Problem description ▸
Repeat precisely, and only, the lines between the line containing "8h14l-1 12H6zM9 8a3" and the end of the listing below, both ends included.

Materials provided START

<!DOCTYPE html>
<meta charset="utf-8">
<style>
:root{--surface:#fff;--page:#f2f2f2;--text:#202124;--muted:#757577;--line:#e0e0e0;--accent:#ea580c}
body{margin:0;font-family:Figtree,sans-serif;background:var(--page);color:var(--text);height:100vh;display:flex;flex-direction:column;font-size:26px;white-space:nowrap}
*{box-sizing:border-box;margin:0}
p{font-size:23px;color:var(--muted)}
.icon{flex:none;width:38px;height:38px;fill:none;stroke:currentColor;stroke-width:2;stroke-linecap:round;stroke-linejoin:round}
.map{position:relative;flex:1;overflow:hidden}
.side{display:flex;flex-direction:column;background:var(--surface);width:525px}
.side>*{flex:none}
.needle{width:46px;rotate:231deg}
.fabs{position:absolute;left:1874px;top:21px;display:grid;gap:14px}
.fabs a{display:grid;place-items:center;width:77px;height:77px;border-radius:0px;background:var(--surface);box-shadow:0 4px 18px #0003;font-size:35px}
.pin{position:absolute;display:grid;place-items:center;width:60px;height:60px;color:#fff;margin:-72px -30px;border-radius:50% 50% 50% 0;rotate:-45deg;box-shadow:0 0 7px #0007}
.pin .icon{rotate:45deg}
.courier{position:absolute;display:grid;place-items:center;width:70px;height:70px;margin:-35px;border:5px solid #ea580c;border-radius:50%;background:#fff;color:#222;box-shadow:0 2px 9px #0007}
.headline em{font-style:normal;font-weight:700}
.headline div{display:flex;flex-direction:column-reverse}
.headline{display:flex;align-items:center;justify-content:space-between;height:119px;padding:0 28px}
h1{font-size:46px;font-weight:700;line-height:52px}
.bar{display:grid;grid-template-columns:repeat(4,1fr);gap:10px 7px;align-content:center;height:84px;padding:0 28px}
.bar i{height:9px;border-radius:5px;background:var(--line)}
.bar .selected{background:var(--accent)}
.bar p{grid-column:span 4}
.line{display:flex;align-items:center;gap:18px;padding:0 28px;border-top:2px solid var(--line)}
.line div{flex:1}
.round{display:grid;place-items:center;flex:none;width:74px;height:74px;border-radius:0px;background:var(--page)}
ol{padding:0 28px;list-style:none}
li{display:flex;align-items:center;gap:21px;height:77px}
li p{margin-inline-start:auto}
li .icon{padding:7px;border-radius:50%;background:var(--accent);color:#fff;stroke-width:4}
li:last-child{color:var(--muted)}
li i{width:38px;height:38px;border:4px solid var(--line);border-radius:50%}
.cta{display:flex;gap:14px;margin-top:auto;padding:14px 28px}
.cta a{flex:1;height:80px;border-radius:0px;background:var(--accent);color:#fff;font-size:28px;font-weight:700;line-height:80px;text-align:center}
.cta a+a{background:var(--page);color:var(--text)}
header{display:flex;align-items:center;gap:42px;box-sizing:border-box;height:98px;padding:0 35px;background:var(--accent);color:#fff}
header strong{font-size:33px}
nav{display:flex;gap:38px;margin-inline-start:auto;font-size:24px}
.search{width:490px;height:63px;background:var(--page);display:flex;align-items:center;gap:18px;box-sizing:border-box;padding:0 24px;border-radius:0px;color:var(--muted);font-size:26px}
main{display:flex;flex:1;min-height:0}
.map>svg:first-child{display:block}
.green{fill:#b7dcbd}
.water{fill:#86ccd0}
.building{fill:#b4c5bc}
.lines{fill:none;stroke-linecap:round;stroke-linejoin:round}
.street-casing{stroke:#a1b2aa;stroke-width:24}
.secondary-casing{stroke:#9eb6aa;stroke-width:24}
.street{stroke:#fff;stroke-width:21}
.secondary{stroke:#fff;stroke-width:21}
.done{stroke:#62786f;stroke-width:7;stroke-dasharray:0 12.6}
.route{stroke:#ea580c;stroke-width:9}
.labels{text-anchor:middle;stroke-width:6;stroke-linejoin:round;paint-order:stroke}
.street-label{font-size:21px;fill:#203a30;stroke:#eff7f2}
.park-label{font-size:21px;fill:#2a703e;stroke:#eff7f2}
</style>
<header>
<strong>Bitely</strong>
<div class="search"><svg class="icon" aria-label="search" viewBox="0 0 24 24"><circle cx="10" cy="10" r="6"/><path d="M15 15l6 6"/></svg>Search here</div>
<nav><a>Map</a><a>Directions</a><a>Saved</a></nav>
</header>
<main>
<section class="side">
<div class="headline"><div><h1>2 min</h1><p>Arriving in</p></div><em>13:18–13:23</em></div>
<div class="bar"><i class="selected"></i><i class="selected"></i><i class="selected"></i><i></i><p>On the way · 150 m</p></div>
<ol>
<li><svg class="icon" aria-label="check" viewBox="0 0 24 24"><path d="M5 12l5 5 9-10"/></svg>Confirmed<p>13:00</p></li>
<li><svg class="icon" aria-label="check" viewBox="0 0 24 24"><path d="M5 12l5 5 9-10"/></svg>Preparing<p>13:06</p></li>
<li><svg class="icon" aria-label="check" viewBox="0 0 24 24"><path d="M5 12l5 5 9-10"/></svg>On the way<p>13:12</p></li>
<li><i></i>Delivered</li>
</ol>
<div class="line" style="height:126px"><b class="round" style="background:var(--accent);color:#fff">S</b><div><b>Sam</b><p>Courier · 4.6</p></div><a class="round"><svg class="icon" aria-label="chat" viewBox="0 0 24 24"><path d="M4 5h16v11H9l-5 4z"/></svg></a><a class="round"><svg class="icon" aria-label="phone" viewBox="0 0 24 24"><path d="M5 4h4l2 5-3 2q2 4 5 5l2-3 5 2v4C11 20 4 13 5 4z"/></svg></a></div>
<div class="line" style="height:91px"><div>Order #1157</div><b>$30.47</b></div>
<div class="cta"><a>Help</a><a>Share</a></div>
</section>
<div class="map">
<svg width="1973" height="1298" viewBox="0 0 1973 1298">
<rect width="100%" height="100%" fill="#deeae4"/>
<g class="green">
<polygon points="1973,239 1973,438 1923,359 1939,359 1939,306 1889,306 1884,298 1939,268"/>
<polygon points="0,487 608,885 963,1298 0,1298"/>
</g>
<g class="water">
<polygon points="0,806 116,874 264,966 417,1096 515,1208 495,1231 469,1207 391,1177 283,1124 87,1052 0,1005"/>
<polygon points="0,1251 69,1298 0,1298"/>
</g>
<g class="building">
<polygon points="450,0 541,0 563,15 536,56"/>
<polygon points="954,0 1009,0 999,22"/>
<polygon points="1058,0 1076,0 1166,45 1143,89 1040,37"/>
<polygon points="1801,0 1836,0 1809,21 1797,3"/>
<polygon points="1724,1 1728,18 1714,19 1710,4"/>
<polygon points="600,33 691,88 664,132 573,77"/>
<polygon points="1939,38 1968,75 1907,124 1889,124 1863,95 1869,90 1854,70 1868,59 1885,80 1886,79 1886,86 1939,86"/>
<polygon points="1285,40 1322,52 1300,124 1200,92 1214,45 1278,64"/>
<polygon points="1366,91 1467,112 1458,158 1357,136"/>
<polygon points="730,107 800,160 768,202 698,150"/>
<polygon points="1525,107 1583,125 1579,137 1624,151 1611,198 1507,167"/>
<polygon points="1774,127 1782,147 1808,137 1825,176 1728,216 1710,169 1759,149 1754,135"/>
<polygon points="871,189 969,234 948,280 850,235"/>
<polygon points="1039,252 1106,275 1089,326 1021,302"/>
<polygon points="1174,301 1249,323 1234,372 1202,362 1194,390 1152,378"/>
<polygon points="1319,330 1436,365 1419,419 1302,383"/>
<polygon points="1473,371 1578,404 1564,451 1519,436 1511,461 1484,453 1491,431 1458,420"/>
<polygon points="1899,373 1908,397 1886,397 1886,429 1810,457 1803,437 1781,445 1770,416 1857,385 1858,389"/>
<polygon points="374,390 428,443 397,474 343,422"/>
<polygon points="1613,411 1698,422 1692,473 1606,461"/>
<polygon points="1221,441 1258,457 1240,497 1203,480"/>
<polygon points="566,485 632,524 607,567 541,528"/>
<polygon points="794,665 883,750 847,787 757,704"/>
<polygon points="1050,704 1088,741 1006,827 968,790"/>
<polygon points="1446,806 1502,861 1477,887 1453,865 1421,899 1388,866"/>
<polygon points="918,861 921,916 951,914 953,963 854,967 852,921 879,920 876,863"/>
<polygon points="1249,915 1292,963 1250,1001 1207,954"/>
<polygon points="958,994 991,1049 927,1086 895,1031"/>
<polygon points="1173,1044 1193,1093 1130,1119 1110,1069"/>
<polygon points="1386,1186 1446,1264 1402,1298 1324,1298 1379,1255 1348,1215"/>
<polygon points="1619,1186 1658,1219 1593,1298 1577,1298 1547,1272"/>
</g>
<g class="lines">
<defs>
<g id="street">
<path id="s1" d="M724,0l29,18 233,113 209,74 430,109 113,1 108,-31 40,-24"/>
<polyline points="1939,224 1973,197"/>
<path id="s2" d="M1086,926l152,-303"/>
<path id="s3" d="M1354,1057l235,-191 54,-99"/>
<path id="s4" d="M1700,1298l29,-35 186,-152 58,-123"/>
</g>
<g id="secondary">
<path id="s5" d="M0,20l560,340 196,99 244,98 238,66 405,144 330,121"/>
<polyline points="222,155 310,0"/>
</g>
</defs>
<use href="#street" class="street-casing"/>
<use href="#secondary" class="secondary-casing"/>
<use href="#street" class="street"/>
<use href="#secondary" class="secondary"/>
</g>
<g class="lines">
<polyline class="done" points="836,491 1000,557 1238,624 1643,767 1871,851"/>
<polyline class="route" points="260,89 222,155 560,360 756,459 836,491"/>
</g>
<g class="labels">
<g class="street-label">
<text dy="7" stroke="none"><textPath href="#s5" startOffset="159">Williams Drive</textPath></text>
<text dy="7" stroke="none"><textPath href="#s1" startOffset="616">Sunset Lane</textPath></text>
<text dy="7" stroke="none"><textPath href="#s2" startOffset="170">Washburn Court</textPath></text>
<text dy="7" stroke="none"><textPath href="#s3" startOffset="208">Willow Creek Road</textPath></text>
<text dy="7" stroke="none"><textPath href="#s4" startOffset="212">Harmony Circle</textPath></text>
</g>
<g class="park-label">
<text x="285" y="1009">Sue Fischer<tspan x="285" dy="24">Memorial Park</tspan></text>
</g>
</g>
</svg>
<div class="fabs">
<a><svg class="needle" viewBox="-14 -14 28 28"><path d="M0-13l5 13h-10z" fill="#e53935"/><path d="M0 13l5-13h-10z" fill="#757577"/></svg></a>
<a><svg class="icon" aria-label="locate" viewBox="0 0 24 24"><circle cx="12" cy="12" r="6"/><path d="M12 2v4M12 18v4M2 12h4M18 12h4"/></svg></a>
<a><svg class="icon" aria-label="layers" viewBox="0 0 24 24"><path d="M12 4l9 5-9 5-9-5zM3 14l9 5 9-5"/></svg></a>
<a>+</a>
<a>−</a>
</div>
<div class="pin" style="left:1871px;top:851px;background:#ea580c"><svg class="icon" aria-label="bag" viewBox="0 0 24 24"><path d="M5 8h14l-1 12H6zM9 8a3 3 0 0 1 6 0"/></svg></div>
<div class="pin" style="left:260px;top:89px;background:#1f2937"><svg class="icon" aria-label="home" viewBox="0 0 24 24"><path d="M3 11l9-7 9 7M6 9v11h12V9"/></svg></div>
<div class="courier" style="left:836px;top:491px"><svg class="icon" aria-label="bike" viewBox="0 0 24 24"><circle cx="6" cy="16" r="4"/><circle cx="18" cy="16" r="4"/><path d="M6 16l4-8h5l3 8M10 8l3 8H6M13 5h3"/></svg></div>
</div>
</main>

Materials provided END

Reply to the task ▸
<div class="pin" style="left:1871px;top:851px;background:#ea580c"><svg class="icon" aria-label="bag" viewBox="0 0 24 24"><path d="M5 8h14l-1 12H6zM9 8a3 3 0 0 1 6 0"/></svg></div>
<div class="pin" style="left:260px;top:89px;background:#1f2937"><svg class="icon" aria-label="home" viewBox="0 0 24 24"><path d="M3 11l9-7 9 7M6 9v11h12V9"/></svg></div>
<div class="courier" style="left:836px;top:491px"><svg class="icon" aria-label="bike" viewBox="0 0 24 24"><circle cx="6" cy="16" r="4"/><circle cx="18" cy="16" r="4"/><path d="M6 16l4-8h5l3 8M10 8l3 8H6M13 5h3"/></svg></div>
</div>
</main>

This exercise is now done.